Information supplied ▸
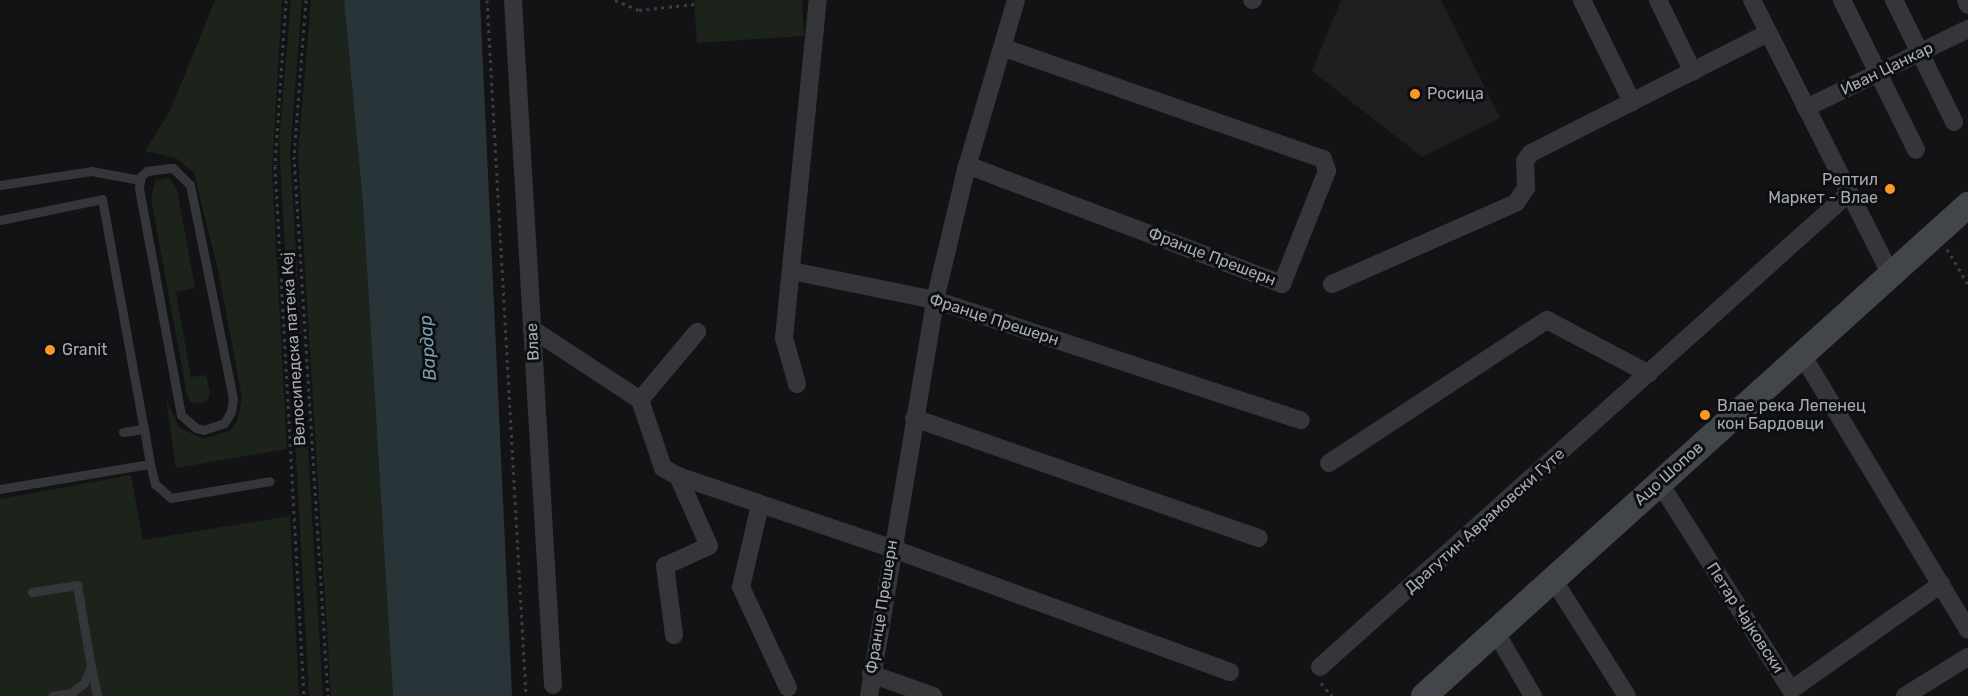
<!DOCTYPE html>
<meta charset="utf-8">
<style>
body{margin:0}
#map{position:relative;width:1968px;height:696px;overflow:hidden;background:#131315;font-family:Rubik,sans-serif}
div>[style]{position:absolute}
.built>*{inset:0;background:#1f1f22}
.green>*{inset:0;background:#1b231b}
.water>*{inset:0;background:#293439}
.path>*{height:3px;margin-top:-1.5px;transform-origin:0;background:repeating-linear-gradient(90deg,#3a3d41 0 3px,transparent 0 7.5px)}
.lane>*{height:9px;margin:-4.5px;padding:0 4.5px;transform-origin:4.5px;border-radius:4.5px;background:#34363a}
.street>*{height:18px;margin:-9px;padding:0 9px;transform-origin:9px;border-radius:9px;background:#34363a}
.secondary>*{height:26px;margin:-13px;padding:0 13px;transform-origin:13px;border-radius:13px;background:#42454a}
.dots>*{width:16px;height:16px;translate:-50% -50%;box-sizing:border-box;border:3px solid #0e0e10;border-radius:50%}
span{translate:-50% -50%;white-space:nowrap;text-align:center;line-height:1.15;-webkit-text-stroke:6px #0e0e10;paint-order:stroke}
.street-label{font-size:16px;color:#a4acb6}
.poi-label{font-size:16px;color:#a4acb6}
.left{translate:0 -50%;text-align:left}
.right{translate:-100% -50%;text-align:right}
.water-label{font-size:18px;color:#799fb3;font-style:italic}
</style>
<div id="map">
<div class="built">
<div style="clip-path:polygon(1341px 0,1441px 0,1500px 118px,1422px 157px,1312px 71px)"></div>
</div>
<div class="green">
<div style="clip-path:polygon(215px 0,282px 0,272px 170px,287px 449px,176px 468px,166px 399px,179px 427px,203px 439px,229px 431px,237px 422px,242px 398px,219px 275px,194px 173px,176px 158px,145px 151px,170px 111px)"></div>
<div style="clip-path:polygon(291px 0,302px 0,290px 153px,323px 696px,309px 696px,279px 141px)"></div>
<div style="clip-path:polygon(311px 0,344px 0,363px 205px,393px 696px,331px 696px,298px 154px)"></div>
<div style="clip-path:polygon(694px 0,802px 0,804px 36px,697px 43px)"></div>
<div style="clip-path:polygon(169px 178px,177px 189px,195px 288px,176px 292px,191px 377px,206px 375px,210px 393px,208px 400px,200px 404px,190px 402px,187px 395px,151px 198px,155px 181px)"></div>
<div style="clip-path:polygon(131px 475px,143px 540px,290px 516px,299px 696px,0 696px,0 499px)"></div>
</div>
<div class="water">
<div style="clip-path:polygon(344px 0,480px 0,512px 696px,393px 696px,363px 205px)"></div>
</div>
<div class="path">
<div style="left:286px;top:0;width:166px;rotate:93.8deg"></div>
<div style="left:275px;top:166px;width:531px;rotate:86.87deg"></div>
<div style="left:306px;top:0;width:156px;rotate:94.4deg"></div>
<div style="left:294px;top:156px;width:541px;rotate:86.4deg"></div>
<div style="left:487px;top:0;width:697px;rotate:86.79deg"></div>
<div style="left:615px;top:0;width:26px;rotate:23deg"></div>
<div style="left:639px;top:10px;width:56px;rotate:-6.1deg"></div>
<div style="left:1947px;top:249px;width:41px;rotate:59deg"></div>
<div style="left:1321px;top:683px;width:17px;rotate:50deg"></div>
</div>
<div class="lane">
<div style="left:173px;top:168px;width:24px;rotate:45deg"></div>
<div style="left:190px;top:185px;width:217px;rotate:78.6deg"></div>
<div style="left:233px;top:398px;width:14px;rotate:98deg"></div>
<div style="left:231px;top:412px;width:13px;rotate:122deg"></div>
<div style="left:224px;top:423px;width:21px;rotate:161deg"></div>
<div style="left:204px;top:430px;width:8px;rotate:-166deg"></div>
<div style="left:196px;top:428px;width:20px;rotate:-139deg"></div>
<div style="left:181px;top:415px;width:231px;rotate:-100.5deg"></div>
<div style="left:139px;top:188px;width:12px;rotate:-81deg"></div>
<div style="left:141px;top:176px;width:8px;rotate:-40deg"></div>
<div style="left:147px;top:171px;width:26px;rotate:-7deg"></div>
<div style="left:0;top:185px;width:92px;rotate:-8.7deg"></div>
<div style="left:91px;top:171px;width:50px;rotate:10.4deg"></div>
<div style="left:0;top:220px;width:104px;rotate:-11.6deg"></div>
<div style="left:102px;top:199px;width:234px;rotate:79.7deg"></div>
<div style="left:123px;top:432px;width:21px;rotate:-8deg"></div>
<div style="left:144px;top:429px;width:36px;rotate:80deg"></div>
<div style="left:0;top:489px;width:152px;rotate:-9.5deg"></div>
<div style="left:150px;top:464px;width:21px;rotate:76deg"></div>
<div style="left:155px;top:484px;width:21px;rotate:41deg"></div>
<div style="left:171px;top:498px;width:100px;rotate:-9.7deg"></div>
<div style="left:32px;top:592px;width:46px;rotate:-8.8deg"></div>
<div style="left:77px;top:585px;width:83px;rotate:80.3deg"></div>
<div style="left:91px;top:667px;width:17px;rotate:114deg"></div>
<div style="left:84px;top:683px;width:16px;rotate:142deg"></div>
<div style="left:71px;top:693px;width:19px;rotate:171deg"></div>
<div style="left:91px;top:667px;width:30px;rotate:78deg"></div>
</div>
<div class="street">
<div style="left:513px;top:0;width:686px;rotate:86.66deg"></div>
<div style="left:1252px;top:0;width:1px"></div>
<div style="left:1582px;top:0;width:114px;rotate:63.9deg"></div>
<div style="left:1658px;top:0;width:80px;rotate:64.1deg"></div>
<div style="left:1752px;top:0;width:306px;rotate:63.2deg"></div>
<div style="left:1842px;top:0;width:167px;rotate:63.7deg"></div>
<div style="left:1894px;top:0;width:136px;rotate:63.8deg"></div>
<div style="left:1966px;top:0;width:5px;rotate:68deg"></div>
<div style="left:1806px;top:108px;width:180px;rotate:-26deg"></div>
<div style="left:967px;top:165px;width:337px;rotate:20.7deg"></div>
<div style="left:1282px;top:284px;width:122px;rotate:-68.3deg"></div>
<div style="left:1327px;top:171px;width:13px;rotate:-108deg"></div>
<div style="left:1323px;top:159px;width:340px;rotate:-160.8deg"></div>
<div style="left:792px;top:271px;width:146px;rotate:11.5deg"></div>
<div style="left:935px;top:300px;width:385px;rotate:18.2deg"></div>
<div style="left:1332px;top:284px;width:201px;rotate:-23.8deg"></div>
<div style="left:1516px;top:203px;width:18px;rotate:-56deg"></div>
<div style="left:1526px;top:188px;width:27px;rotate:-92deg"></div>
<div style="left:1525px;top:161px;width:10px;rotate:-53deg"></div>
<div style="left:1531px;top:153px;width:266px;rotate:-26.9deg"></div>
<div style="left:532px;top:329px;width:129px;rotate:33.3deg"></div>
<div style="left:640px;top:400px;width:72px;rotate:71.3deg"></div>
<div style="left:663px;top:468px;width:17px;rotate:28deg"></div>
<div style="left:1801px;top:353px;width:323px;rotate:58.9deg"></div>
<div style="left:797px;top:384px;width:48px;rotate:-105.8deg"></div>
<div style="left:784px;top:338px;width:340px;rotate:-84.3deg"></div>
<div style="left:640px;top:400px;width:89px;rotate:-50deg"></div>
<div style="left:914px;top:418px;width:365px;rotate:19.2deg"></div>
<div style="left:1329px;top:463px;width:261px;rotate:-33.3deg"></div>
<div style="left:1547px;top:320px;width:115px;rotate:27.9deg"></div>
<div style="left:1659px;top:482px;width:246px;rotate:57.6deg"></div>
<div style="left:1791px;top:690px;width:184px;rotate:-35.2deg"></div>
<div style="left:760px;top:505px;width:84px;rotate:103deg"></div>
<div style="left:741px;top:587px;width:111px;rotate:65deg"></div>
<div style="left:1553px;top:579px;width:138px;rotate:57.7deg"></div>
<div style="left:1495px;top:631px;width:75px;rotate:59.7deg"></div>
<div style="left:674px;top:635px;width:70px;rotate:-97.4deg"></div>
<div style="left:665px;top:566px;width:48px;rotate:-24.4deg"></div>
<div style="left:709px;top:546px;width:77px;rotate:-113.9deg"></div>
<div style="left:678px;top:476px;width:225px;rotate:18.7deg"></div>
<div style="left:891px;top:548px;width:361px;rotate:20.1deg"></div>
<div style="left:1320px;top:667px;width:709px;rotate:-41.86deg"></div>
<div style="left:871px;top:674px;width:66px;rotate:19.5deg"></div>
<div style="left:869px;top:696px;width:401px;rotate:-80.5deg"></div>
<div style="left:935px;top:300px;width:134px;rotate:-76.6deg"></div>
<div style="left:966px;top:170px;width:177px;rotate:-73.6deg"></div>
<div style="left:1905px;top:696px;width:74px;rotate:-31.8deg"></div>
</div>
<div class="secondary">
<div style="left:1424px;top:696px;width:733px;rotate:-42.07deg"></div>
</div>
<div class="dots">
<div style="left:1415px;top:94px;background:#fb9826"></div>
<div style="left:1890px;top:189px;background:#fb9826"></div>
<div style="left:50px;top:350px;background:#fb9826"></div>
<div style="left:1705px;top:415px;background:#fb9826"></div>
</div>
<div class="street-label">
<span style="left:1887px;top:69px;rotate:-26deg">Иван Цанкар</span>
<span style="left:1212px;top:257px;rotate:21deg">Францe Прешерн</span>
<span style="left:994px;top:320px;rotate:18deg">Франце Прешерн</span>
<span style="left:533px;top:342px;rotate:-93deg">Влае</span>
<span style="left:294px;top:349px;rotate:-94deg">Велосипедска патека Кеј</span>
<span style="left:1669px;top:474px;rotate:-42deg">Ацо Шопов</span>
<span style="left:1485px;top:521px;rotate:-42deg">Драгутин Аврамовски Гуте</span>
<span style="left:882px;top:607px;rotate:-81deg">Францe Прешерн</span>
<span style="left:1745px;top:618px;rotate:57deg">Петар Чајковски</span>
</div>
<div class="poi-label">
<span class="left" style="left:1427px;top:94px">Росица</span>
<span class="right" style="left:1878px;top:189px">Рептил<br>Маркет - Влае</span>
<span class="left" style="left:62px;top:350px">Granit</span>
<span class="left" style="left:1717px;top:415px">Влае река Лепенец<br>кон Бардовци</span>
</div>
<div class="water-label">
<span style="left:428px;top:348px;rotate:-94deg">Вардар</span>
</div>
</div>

Exercise description ▸
Exactly as written, restate the lines above from the opening line through the one holding "0 3px,transparent 0", omitting the pictures.

Solved problem ▸
<!DOCTYPE html>
<meta charset="utf-8">
<style>
body{margin:0}
#map{position:relative;width:1968px;height:696px;overflow:hidden;background:#131315;font-family:Rubik,sans-serif}
div>[style]{position:absolute}
.built>*{inset:0;background:#1f1f22}
.green>*{inset:0;background:#1b231b}
.water>*{inset:0;background:#293439}
.path>*{height:3px;margin-top:-1.5px;transform-origin:0;background:repeating-linear-gradient(90deg,#3a3d41 0 3px,transparent 0 7.5px)}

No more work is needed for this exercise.